In Herzog incontra Gorbaciov (nelle sale dal 19 al 22 gennaio) le domande del regista sono intervallate da sequenze, a volte poco note, della vita del leader: ed è questo forse l’aspetto più interessante dell’opera, questo ripercorrere sessant’anni di storia (il protagonista è nato nel 1931 e l’Unione Sovietica si è dissolta a fine 1991) con una carrellata di volti, folle, ambienti che rievocano estetica e rituali dell’Impero. Ci sono le immagini fresche e informali della vita da studente in legge all’Università di Mosca, dove conoscerà Raissa; la cerimonia del completamento del Grande Canale di Stavropol nel ‘74, grande successo di Gorbaciov come segretario locale del partito; il salto a Mosca con la nomina a segretario del Comitato Centrale nel ’78 e poi membro del Politburo, e le straordinarie, surreali sequenze dei funerali di Stato dei leader: prima Breznev, da tempo malato, poi la breve stagione di Andropov, vero artefice dell’ascesa di Gorbaciov, infine Cernenko, di cui assistiamo alle messinscene del regime per fingerlo, dal letto d’ospedale, attivo e presente. Infine la nomina, alla morte di Cernenko nel 1985, a segretario generale del Pcus.

Da qui, i sei anni che hanno cambiato il mondo: le riforme interne, la fine della morsa sui Paesi del Patto di Varsavia, il disgelo con l’Occidente, la cruciale gestione del dopo-Chernobyl; e ancora le intese con Reagan e la Thatcher, la denuclearizzazione, il ritiro dall’Afghanistan, il crollo del Muro di Berlino, la caduta dei regimi nell’Europa dell’Est, la Guerra del Golfo. Una parabola che si chiude con l’ascesa di Boris Eltsin e il precipitare degli eventi del 1991: il fallito colpo di Stato con il trionfo del rivale, la fine politica di Gorbaciov, la dissoluzione dell’Urss. Un crollo dovuto, secondo l’ex segretario del Pcus, non certo alla sete di democrazia di Eltsin e i suoi alleati, “politici avventati che piacciono alla gente”, ma a una pura lotta di potere: e qui affiora un rimpianto con toni da antico regime, quando Gorbaciov ammette che avrebbe fatto meglio “a mandare Eltsin da qualche parte”, magari - si potrebbe pensare - in Siberia come ai vecchi tempi. 

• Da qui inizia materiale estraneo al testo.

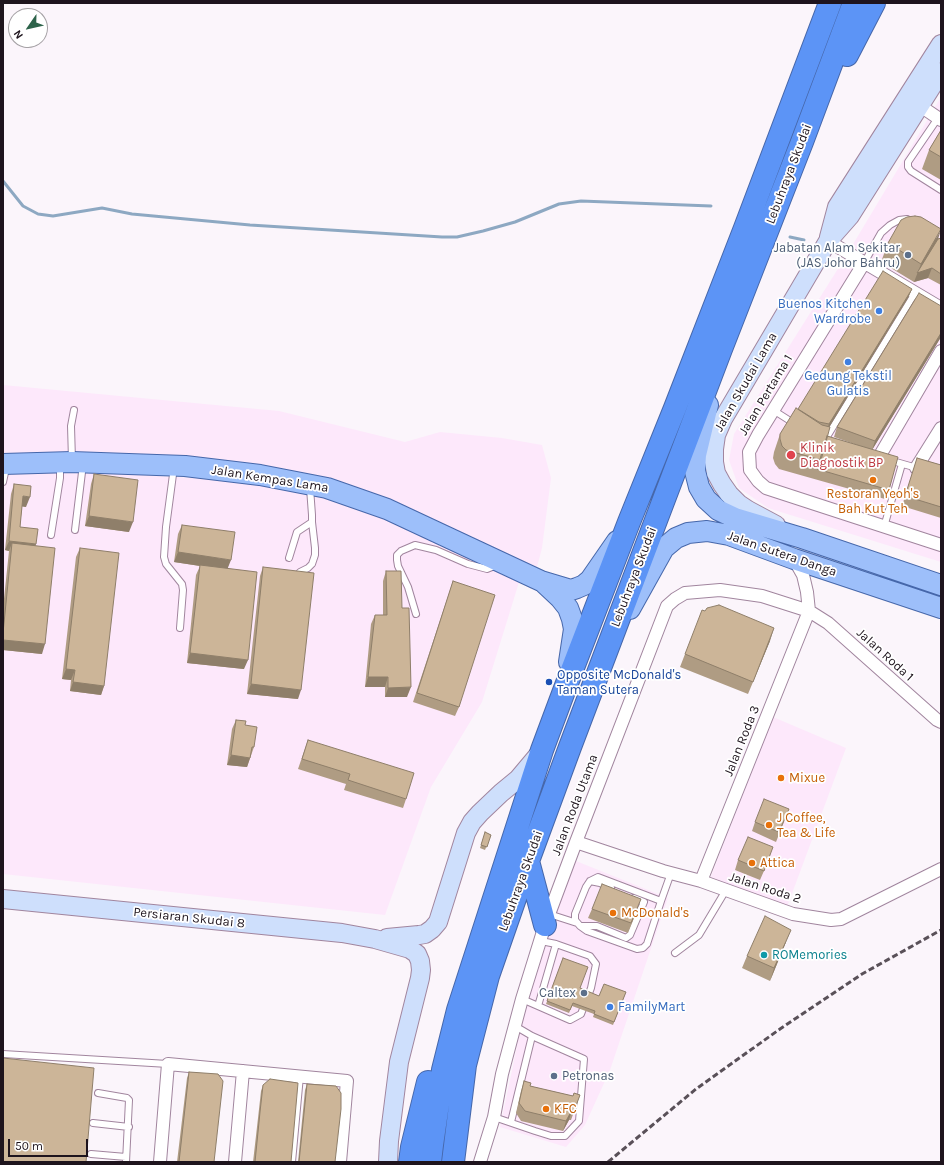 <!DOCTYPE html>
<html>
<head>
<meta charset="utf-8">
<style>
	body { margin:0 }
	#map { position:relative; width:944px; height:1165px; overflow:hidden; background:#fbf5fb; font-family:Karla,sans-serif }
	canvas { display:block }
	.frame { position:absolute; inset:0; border:4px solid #1e141d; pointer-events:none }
	.north { position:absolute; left:8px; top:8px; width:40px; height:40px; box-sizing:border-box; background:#fff; border:1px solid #a5a1a5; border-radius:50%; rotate:236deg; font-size:11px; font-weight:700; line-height:16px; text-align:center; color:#1e141d }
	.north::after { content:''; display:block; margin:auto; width:14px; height:18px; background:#2d634a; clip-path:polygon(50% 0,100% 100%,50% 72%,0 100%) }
	.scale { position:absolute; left:8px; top:1139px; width:80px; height:18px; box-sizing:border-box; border:2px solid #1e141d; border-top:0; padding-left:5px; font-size:12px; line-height:14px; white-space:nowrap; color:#1e141d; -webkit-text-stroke:3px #fff; paint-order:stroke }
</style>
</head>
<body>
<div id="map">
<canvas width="944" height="1165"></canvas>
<div class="frame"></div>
<div class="north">N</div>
<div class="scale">50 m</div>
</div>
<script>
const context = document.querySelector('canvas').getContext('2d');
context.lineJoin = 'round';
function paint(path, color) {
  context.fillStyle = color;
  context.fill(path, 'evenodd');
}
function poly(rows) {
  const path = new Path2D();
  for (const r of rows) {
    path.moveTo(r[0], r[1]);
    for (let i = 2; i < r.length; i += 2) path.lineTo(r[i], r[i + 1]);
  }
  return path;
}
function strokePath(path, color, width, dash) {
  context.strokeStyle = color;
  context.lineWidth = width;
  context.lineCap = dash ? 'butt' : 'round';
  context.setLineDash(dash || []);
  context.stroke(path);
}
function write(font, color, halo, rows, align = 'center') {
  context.font = font + ' Karla,sans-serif';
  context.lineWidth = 3.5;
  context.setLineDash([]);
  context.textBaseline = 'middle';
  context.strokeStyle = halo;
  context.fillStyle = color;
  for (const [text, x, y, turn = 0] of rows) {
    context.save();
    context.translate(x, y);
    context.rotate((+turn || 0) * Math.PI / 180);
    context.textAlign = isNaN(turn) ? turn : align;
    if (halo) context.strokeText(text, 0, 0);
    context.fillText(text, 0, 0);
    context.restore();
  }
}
paint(poly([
	[941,97,941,562,768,508,739,488,729,460,734,434,846,256],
	[3,385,279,411,405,442,440,432,502,438,542,445,551,478,542,548,537,567,387,509,258,467,3,465],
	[89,472,230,480,302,492,372,509,520,579,482,702,431,787,385,915,3,874,3,474],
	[773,717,846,748,787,907,710,879],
	[576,861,668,898,610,1070,585,1125,566,1147,500,1127,523,1018,558,907]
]), '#fde8fb');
strokePath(poly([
	[3,181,23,206,38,214,53,216,102,208,132,214,250,225,442,237,457,237,483,231,515,222,559,204,581,201,711,206],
	[790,237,804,240]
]), '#8da8c2', 3);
const lane = poly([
	[938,118,908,162,908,167,911,171,941,190],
	[864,263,881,233,890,225,899,220,907,219],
	[773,410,795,424],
	[825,440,915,293],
	[72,460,71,426,74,410],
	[889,460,917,468],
	[174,467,166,527,164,557,166,564,182,584,183,590,180,628],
	[3,482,6,468],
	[884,527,902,464],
	[75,530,83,464],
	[51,535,60,478,60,464],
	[289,558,297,532,312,522,312,515,310,488],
	[300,572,308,568,312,564,315,555,315,548,312,522],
	[416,614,408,587,398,566,397,560,397,555,401,551,415,545,436,550,468,564,487,569,497,565],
	[590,881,600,883,611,888],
	[661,901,598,877,590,881,586,887,575,914,575,920,580,926,587,931,637,949,643,948,647,944,661,901,671,873],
	[549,914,577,923],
	[581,926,597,926,626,938,630,935,644,902,634,898],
	[675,953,699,935,726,890],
	[522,999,570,1020,581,1014,591,988,596,964,590,956,556,944,541,941],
	[538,1006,556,944],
	[3,1054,168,1064],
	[98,1093,127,1098,129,1100,126,1162],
	[494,1117,535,1131,551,1136,565,1136,579,1121,584,1059,532,1036,515,1026],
	[511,1122,532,1036],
	[93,1123,129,1127],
	[91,1154,126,1157],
	[292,1162,300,1076]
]);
const street = poly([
	[913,101,941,120],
	[828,241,941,308],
	[864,263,758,435,749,452,750,470,758,481,766,488,941,545],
	[879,457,941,351],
	[916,468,941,428],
	[576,842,663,871,701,881,793,914,831,920,841,919,941,869],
	[701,881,809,611,807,592,803,575,794,559],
	[160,1162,168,1064,347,1081,340,1162],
	[235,1162,243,1071],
	[480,1162,494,1117,502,1074,522,999,545,925,576,842,667,606,675,599,685,593,720,590,762,596,809,611,828,623,937,720,941,722]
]);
const secondary = poly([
	[829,237,837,207,941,44],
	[776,525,748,510,739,504,729,494,722,484,716,473,714,462,714,449,716,435,723,419,828,241,850,216,941,72],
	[3,899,342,933,375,939,410,949,417,954,420,961,421,970,420,978,399,1062,389,1141,388,1162],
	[387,938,419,935,425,934,432,929,438,922,466,833,472,822,480,813,501,793,518,779,539,754]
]);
const primary = poly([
	[708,405,696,455,695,471,699,487,706,499,718,510,735,518,802,538,941,585],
	[3,464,72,462,185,466,260,475,327,488,387,509,541,581,571,590,577,588,584,585,590,580,617,541],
	[544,583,560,598,568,608,572,619,574,629,569,662],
	[630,609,664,548,676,538,688,533,707,531,729,535,794,559,941,608]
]);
const highway = poly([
	[847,55,874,3],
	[528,861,545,925],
	[410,1162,412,1147,428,1082],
	[430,1162,432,1145,443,1070,458,1010,542,750,564,691,629,522,675,408,745,228,830,3],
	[453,1162,465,1065,488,976,528,861,570,747,721,349,802,142,854,3]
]);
strokePath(lane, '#a1859e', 8);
strokePath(street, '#a1859e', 14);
strokePath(secondary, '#a1859e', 20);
strokePath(primary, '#4667aa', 22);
strokePath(highway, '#4667aa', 24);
strokePath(lane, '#fff', 6);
strokePath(street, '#fff', 12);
strokePath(secondary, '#cedffc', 18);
strokePath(primary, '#9dbffa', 20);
strokePath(highway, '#5c94f6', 22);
strokePath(poly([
	[608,1162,696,1089,780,1029,862,974,941,930]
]), '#595058', 3, [6, 3]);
paint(poly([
	[941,130,941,180,922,169,929,150],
	[941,238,941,285,928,278,914,282,881,262,888,243],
	[912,289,908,298,829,427,827,436,860,446,834,437,837,427,941,306,941,337,872,450,889,490,885,499,779,469,775,464,773,458,774,452,780,434],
	[917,458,941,465,941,518,902,506],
	[94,474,129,532,85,526,91,484],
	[14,484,26,507,22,506,20,527,36,546,42,654,3,650,3,608,9,551,5,550,11,494],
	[182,525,228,568,244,669,187,663,196,575,200,566,174,562,178,534],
	[80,548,104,686,101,695,70,691,71,680,62,679,76,557],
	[263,567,298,699,247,694,260,576],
	[386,571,402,608,407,697,385,697,385,687,365,687,371,624,375,615,383,615,383,581],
	[453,581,459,707,455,716,413,702],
	[770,641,748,694,680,667,685,654],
	[236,720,245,725,254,747,247,767,227,765,232,729],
	[308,740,406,799,403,808,344,790,346,784,298,769],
	[789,809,776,842,752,831,755,822],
	[485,832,491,835,485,850,480,848],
	[770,857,760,880,735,870,738,860],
	[638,908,628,933,588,918,592,909],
	[786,942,770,981,742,968,747,956],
	[563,958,580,988,599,996,626,992,613,1025,593,1017,594,1014,572,1006,569,1013,546,1004],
	[189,1072,214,1162,177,1162,187,1078],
	[524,1081,530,1086,573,1096,574,1093,580,1095,571,1120,569,1120,563,1131,521,1121,516,1113,521,1091],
	[307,1084,335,1162,298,1162,305,1090],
	[263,1085,291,1162,253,1162,258,1118,261,1091]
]), '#af9c83');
paint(poly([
	[941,230,935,248,932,268,928,278,914,282,921,264],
	[912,289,908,298,825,434,829,424],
	[941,333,941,337,872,450,875,441],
	[23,496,30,497,26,507,19,506],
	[89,516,133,522,129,532,85,526],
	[9,541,36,544,33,553,12,543,9,551,5,550],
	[178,552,231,560,227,570,174,562],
	[774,628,770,641,748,694,753,682],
	[3,640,45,644,42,654,3,650],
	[190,653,248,660,244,669,187,663],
	[66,669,75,670,71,680,62,679],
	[368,677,388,677,385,687,365,687],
	[73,682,104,686,101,695,70,691],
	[251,684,301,690,298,699,247,694],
	[411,687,407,697,385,697,388,688],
	[231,755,250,758,247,767,227,765],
	[791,930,786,942,770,981,774,968],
	[572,1110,569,1120,563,1131,566,1121]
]), '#8f7f6a');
const building = poly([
	[941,130,941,157,929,150,941,130],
	[915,216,921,217,941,229,921,264,888,243,901,220,907,217,915,216],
	[941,238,941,274,932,268,917,273,938,239,941,238],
	[883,271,912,289,829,424,819,422,798,409,883,271],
	[919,293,941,306,941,333,875,441,837,427,919,293],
	[796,408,822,425,830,427,821,460,786,450,782,446,780,439,780,434,796,408],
	[827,436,898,457,889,490,817,469,827,436],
	[917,458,941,465,941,507,905,496,917,458],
	[94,474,138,480,133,522,89,516,94,474],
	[14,484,31,486,30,497,23,496,20,527,38,529,36,544,9,541,14,484],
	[182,525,235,532,231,560,178,552,182,525],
	[12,543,55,548,45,644,3,640,3,633,12,543],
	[80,548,119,553,104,686,73,682,75,670,66,669,80,548],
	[200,565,257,572,248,660,190,653,200,565],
	[263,567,314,573,301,690,251,684,263,567],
	[386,571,401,571,402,608,409,608,411,687,388,688,388,677,368,677,375,615,387,615,386,571],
	[453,581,495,595,459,707,417,693,453,581],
	[719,605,774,628,753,682,685,654,702,610,705,611,707,608,719,605],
	[236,720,246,721,245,725,257,727,254,747,252,747,250,758,231,755,236,720],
	[308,740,414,773,406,799,348,780,350,774,302,759,308,740],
	[764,799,789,809,779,832,755,822,764,799],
	[485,832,491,835,487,847,481,845,485,832],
	[748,837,773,847,764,871,738,860,748,837],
	[602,884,641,899,631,923,592,909,602,884],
	[765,916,791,930,774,968,747,956,765,916],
	[563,958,588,967,580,988,599,996,604,984,626,992,614,1022,594,1014,595,1011,573,1003,570,1010,547,1001,563,958],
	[3,1058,94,1068,86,1162,3,1162,3,1058],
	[189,1072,218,1074,223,1081,214,1162,179,1162,189,1072],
	[270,1079,298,1083,291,1162,255,1162,260,1112,263,1085,270,1079],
	[524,1081,531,1083,530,1086,573,1096,574,1093,580,1095,574,1111,572,1110,566,1121,525,1111,519,1103,524,1081],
	[307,1084,336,1086,341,1093,341,1109,335,1162,299,1162,307,1084]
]);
paint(building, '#ccb598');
strokePath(building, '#8f7f6a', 1);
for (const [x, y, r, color] of [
	[908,255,4,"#5c6f8a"],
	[879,311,4,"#3f7fe0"],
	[848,362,4,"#3f7fe0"],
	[791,455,5,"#e0444e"],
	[873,480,4,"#e8710a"],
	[549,682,4,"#1a4fb4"],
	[781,778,4,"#e8710a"],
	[769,825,4,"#e8710a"],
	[752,863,4,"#e8710a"],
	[613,913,4,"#e8710a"],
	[764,955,4,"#0f9aa8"],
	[584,993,4,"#5c6f8a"],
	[610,1007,4,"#3f7fe0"],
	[554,1076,4,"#5c6f8a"],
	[546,1109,4,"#e8710a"]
]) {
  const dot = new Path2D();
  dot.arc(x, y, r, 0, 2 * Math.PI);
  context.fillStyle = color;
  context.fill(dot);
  strokePath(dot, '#fff', 1.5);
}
write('13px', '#1e141d', '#fff', [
	["Lebuhraya Skudai",789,174,-69],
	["Jalan Skudai Lama",746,382,-60],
	["Jalan Pertama 1",766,395,-59],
	["Jalan Kempas Lama",270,479,9],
	["Jalan Sutera Danga",782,554,19],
	["Lebuhraya Skudai",634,577,-69],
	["Jalan Roda 1",885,655,42],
	["Jalan Roda 3",742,741,-68],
	["Jalan Roda Utama",575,805,-69],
	["Lebuhraya Skudai",521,881,-70],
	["Jalan Roda 2",765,888,18],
	["Persiaran Skudai 8",189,918,6]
]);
write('13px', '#4e5e75', '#fff', [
	["Jabatan Alam Sekitar",900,248],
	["(JAS Johor Bahru)",900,263],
	["Caltex",576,993],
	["Petronas",562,1076,"left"]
], 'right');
write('13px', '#366cbe', '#fff', [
	["Buenos Kitchen",871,304],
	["Wardrobe",871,319],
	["Gedung Tekstil",848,376,"center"],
	["Gulatis",848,391,"center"],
	["FamilyMart",618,1007,"left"]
], 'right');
write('13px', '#be3a42', '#fff', [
	["Klinik",800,448],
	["Diagnostik BP",800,463]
], 'left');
write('13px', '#c56008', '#fff', [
	["Restoran Yeoh's",873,494,"center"],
	["Bah Kut Teh",873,509,"center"],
	["Mixue",789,778],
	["J Coffee,",777,818],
	["Tea & Life",777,833],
	["Attica",760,863],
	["McDonald's",621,913],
	["KFC",554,1109]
], 'left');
write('13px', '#164399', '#fff', [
	["Opposite McDonald's",557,675],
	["Taman Sutera",557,690]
], 'left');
write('13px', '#0d838f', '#fff', [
	["ROMemories",772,955]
], 'left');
</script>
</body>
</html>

Certo, non ci si può attendere che Gorbaciov riconosca i limiti di un percorso politico quasi utopico: tra le poche voci sapide e discordanti del film, non a caso, c’è quella del vecchio Lech Walesa, che spiega come tutti, in Polonia, immaginassero come le riforme dell’Urss avrebbero portato al rapido collasso del sistema. Rimane la nostalgia per un leader che aveva saputo adoperarsi per attenuare le tensioni internazionali, far volgere a conclusione la Guerra Fredda, creare un clima più fattivo tra le grandi potenze: una strategia che oggi appare, purtroppo, lontanissima dall’azione dei grandi. “Ci abbiamo provato”, è l’epitaffio che Gorbaciov sceglie per sé, rispondendo alla domanda di Herzog. Torneremo ancora, un giorno, a vedere leader che cercano di conciliare potenza e diritto?